Records to process:
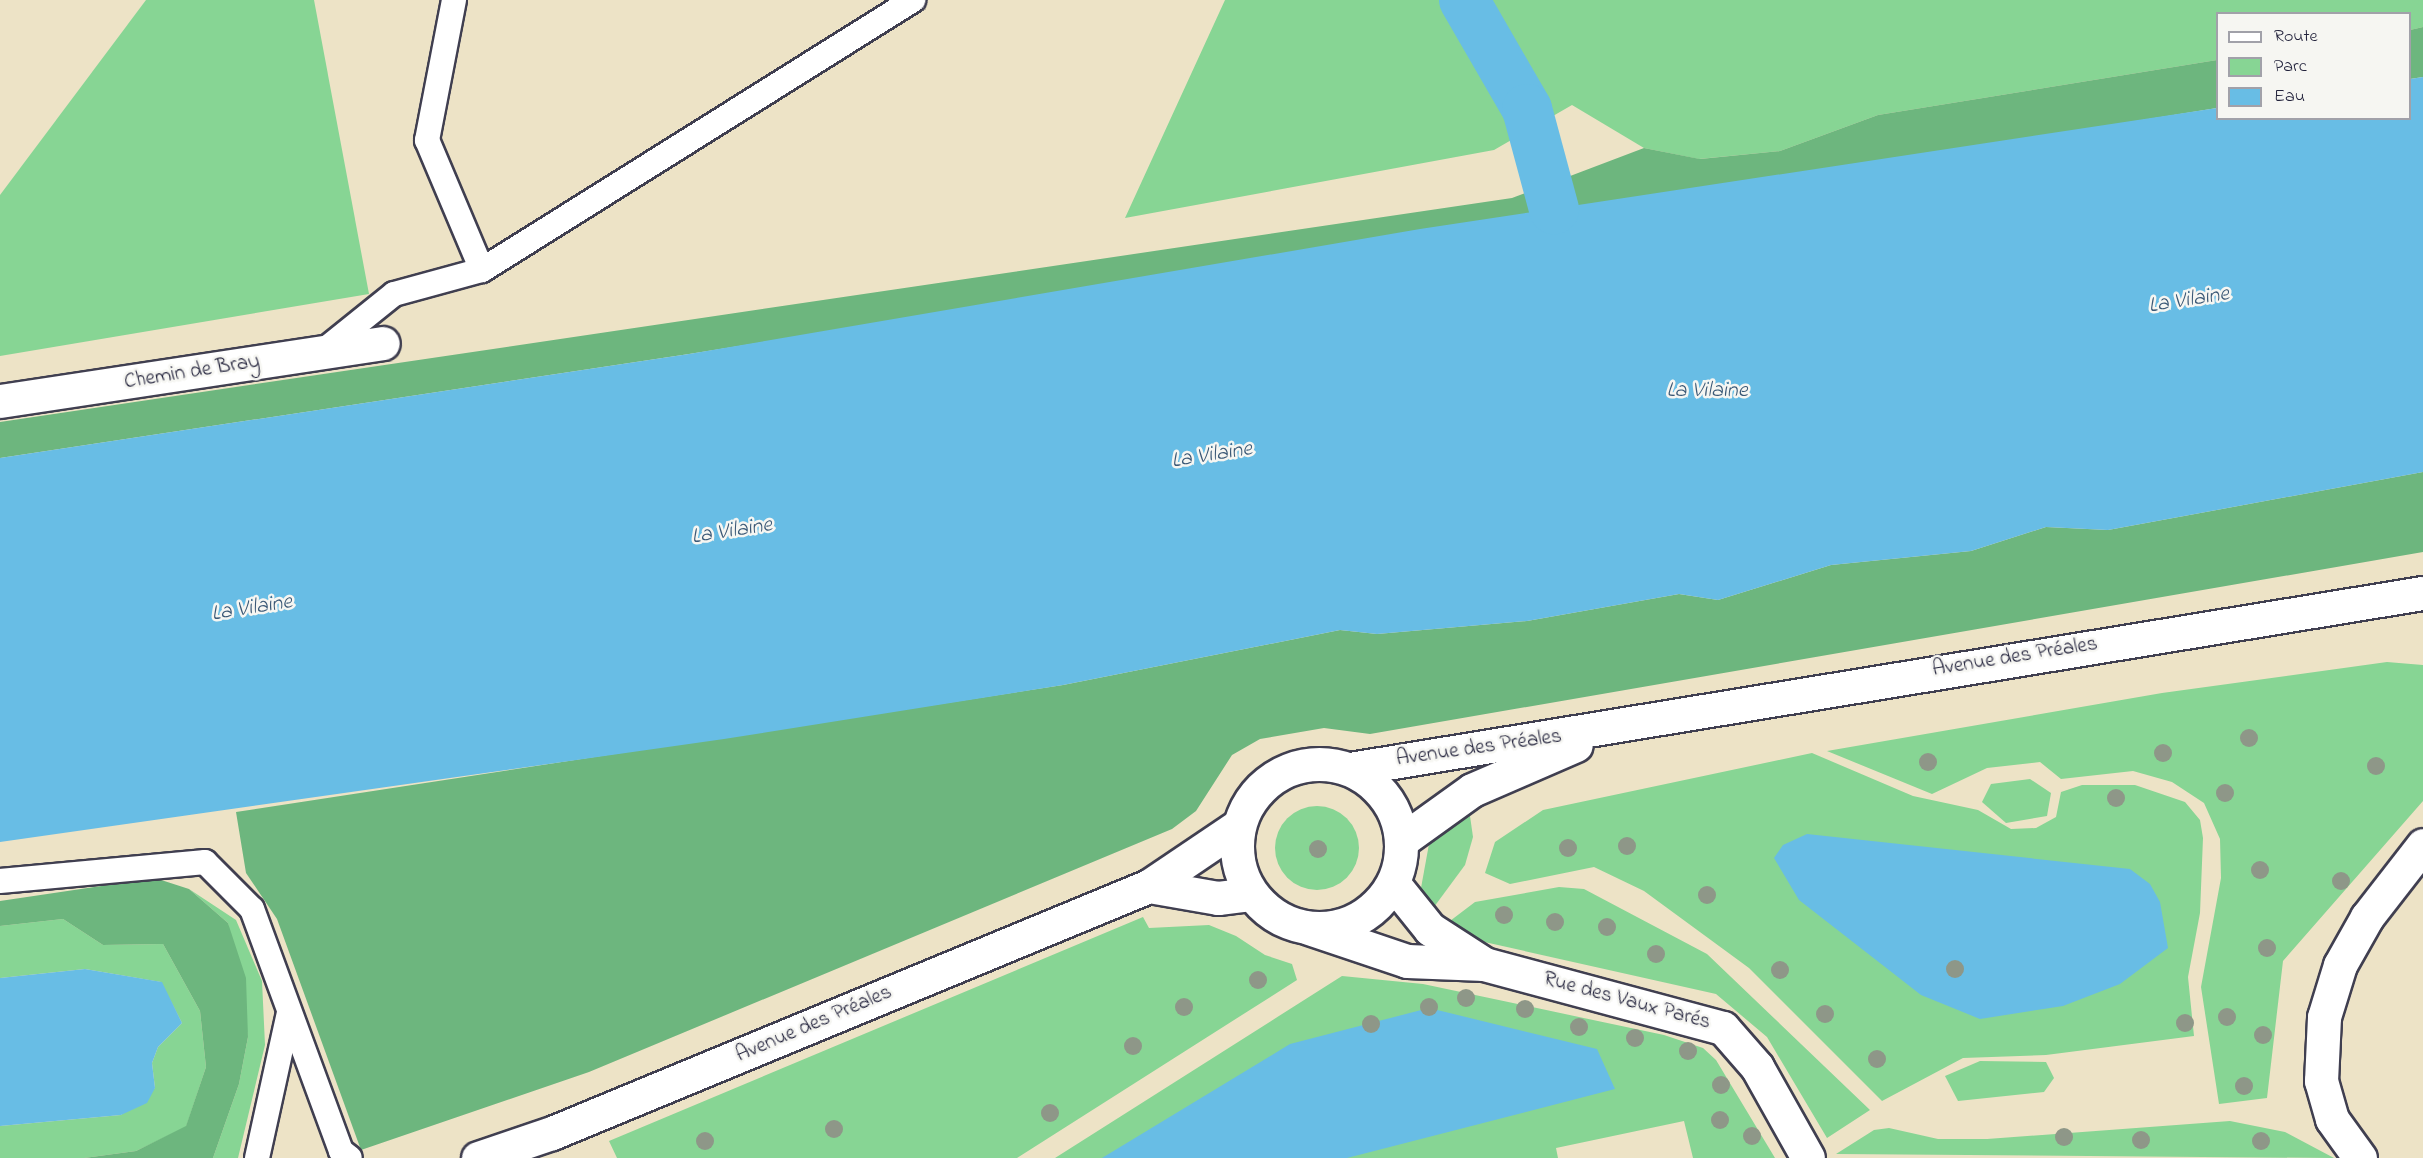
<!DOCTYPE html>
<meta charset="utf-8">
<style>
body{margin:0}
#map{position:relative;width:2423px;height:1158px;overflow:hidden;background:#ede3c6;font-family:"Indie Flower",sans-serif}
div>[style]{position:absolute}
.green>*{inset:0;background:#87d594}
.round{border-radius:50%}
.forest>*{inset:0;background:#6db67e}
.water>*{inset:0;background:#68bde5}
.canal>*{height:50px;margin:-25px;padding:0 25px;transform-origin:25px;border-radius:25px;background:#68bde5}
.roads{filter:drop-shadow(2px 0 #403f50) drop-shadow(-2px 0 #403f50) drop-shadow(0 2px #403f50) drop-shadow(0 -2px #403f50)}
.lane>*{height:24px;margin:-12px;padding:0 12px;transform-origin:12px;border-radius:12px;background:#fff}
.street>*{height:33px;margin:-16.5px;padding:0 16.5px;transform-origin:16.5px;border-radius:16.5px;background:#fff}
.primary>*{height:33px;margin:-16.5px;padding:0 16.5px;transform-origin:16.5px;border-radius:16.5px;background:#fff}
.primary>.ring{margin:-16.5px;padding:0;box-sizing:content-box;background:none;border:33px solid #fff;border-radius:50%}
.trees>*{width:18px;height:18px;margin:-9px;border-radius:50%;background:#8e9788}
span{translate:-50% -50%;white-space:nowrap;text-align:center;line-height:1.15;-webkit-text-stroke:5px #f6f6f2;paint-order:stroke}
.street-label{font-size:21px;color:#22223b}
.water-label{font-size:22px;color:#3a5876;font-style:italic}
.legend{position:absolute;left:2216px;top:12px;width:195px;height:108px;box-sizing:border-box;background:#f6f6f2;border:2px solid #a1a1a9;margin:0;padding:8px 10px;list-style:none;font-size:18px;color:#22223b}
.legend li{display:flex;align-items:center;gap:12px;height:30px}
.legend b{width:30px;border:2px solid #a1a1a9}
</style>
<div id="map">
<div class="green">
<i style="clip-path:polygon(146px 0,314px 0,369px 294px,0 356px,0 195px)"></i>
<i style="clip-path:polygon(1225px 0,2423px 0,2423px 27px,2410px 30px,2410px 14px,2218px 14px,2217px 60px,1878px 115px,1780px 151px,1699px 159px,1644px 148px,1572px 105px,1494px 150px,1125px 218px)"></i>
<i style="clip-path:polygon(2387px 662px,2423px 665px,2423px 801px,2283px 961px,2267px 1098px,2219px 1104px,2201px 987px,2221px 878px,2220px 839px,2204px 803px,2172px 782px,2133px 771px,2061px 779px,2040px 762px,1987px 768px,1932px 794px,1827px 751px,2162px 693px)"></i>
<i style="clip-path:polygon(1812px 753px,1913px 796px,1978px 810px,2011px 829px,2036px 828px,2056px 817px,2061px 792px,2082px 785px,2135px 785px,2185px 802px,2200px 820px,2203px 838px,2200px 913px,2188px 977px,2194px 1036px,2046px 1055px,1963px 1058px,1882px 1101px,1749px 968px,1644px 891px,1594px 867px,1510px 884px,1485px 873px,1495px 842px,1543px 810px)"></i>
<i style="clip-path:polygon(2030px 779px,2051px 793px,2047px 816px,2006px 823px,1982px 802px,1991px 784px)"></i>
<i class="round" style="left:1275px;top:806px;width:84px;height:84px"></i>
<i style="clip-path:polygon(1469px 809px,1473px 837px,1465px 865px,1434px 907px,1421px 888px,1429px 844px)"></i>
<i style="clip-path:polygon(1559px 887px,1584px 889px,1707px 954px,1870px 1110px,1827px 1138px,1767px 1037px,1716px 994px,1480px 941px,1446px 924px,1475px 902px)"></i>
<i style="clip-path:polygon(189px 889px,236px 920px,262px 981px,265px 1045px,238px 1158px,213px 1158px,239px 1084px,248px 1037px,228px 923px)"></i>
<i style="clip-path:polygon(1143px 917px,1149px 928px,1209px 925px,1236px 936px,1265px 955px,1292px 964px,1297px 980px,1017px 1158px,617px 1158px,609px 1141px)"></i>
<i style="clip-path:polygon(63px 919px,103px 945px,163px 944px,200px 1011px,206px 1067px,186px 1127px,136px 1151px,84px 1158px,0 1158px,0 1126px,121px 1115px,155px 1088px,152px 1063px,158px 1047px,182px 1023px,161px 982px,85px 969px,0 978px,0 926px)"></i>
<i style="clip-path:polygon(1342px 976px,1423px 984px,1664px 1035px,1703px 1048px,1716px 1060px,1775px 1158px,1693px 1158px,1684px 1121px,1556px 1148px,1558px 1158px,1055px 1158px)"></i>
<i style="clip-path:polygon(1980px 1061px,2046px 1062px,2054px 1078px,2044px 1092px,1958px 1101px,1945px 1076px)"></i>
<i style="clip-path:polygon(2230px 1121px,2285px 1132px,2334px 1158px,1836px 1154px,1874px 1130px,1889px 1128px,1938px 1139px,1987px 1139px)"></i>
</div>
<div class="forest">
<i style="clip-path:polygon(2423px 27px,2423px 77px,2410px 79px,2410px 30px)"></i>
<i style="clip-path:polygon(2217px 60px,2217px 108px,689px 354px,0 458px,0 422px,1512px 198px,1644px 148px,1700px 159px,1780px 151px,1878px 115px)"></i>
<i style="clip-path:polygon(2423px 472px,2423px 552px,1370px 734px,1324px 728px,1260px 739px,1232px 755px,1196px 811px,1172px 829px,589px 1072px,361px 1150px,277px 919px,246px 873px,236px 812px,1063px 685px,1340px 630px,1377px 634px,1527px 621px,1679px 594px,1718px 600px,1831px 565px,1971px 551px,2046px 527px,2108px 530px)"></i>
<i style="clip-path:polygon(155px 878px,189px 889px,228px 923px,246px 978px,248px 1037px,239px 1084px,213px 1158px,84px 1158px,136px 1151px,186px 1126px,206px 1067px,200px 1011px,163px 944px,103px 945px,63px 919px,0 926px,0 901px)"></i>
</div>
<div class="water">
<i style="clip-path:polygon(2423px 77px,2423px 472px,2108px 530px,2046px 527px,1971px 551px,1831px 565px,1718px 600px,1679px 594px,1527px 621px,1377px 634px,1340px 630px,1063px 685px,724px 739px,0 842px,0 458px,689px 354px,1420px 229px,2217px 108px,2218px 118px,2410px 118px,2410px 79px)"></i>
<i style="clip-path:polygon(1807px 834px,2130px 869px,2150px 884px,2160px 902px,2168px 948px,2120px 984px,2063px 1006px,1980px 1019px,1921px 995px,1799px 900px,1774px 858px,1783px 845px)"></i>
<i style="clip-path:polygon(85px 969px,162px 982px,182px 1023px,158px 1047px,152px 1063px,155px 1088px,147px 1103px,121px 1115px,0 1126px,0 978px)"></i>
<i style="clip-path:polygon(1429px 1008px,1597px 1049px,1615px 1089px,1347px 1158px,1102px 1158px,1290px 1044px)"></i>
</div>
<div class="canal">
<i style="left:1464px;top:0;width:126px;rotate:60deg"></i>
<i style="left:1527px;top:109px;width:104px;rotate:74.9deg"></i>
</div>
<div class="roads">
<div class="lane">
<i style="left:454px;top:0;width:143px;rotate:100.9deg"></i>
<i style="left:427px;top:140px;width:141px;rotate:67.1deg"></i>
<i style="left:323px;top:351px;width:91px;rotate:-38.8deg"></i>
<i style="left:394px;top:294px;width:91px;rotate:-15.3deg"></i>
<i style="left:482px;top:270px;width:509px;rotate:-32.07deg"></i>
<i style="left:0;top:881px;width:206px;rotate:-5.3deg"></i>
<i style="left:205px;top:862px;width:66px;rotate:45deg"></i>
<i style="left:252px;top:909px;width:258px;rotate:69.8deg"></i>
<i style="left:341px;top:1151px;width:11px;rotate:38deg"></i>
<i style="left:257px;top:1158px;width:149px;rotate:-77.6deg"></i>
</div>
<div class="street">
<i style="left:0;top:401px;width:387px;rotate:-8.6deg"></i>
<i style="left:1393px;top:883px;width:59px;rotate:51.2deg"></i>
<i style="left:1430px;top:929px;width:63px;rotate:32.7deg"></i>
<i style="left:1309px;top:928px;width:103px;rotate:18.6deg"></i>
<i style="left:1407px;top:961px;width:77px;rotate:2.2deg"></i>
<i style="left:1484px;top:964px;width:247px;rotate:15deg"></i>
<i style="left:1723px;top:1028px;width:52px;rotate:48.9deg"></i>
<i style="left:1757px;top:1067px;width:104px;rotate:60.7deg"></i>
<i style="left:2360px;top:1158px;width:48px;rotate:-125.7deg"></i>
<i style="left:2332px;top:1119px;width:40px;rotate:-106deg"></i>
<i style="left:2321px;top:1081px;width:64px;rotate:-87.3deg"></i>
<i style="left:2324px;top:1017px;width:54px;rotate:-72.9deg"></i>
<i style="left:2340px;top:965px;width:55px;rotate:-60.6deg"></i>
<i style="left:2367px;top:917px;width:91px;rotate:-52.1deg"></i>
</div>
<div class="primary">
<i class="ring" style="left:1237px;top:764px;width:131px;height:131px"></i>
<i style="left:1350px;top:769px;width:1087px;rotate:-9.32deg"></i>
<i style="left:1401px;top:841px;width:87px;rotate:-35.7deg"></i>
<i style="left:1472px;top:790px;width:113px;rotate:-23.4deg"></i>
<i style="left:1149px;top:886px;width:70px;rotate:9.9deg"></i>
<i style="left:1218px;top:898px;width:32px;rotate:-7deg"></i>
<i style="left:478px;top:1158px;width:78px;rotate:-18.7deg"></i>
<i style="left:552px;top:1133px;width:646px;rotate:-22.48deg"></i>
<i style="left:1149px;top:886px;width:107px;rotate:-34deg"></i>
</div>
</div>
<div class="trees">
<i style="left:2249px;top:738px"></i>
<i style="left:2163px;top:753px"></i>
<i style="left:1928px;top:762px"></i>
<i style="left:2376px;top:766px"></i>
<i style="left:2225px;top:793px"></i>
<i style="left:2116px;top:798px"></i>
<i style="left:1627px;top:846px"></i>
<i style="left:1568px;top:848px"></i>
<i style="left:1318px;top:849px"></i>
<i style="left:2260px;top:870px"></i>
<i style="left:2341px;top:881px"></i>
<i style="left:1707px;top:895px"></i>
<i style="left:1504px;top:915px"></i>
<i style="left:1555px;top:922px"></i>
<i style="left:1607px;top:927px"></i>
<i style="left:2267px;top:948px"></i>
<i style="left:1656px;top:954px"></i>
<i style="left:1955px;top:969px"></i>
<i style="left:1780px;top:970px"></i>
<i style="left:1258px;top:980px"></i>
<i style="left:1466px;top:998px"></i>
<i style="left:1184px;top:1007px"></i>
<i style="left:1429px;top:1007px"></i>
<i style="left:1525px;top:1009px"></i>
<i style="left:1825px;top:1014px"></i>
<i style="left:2227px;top:1017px"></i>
<i style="left:2185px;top:1023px"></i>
<i style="left:1371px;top:1024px"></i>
<i style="left:1579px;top:1027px"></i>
<i style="left:2263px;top:1035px"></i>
<i style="left:1635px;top:1038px"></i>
<i style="left:1133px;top:1046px"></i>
<i style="left:1688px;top:1051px"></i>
<i style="left:1877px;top:1059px"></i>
<i style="left:1721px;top:1085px"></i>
<i style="left:2244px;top:1086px"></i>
<i style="left:1050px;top:1113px"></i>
<i style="left:1720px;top:1120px"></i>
<i style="left:834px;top:1129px"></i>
<i style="left:1752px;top:1136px"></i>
<i style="left:2064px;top:1137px"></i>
<i style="left:2141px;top:1140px"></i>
<i style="left:705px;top:1141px"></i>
<i style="left:2261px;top:1141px"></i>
</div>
<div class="street-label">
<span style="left:192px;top:372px;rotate:-9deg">Chemin de Bray</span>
<span style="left:2015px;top:657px;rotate:-9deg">Avenue des Préales</span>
<span style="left:1479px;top:748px;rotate:-8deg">Avenue des Préales</span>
<span style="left:1627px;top:1001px;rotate:15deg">Rue des Vaux Parés</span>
<span style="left:814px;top:1024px;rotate:-23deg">Avenue des Préales</span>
</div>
<div class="water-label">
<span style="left:2189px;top:301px;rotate:-9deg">La Vilaine</span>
<span style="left:1707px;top:392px">La Vilaine</span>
<span style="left:1212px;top:456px;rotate:-9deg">La Vilaine</span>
<span style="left:732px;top:532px;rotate:-9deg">La Vilaine</span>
<span style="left:252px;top:609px;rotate:-9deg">La Vilaine</span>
</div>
<ul class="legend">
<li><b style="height:8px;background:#fff"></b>Route</li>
<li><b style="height:16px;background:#87d594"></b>Parc</li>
<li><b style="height:16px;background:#68bde5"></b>Eau</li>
</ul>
</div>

Your goal:
Return every line in the listing that contains the word "lane".

Response to the task:
.lane>*{height:24px;margin:-12px;padding:0 12px;transform-origin:12px;border-radius:12px;background:#fff}
<div class="lane">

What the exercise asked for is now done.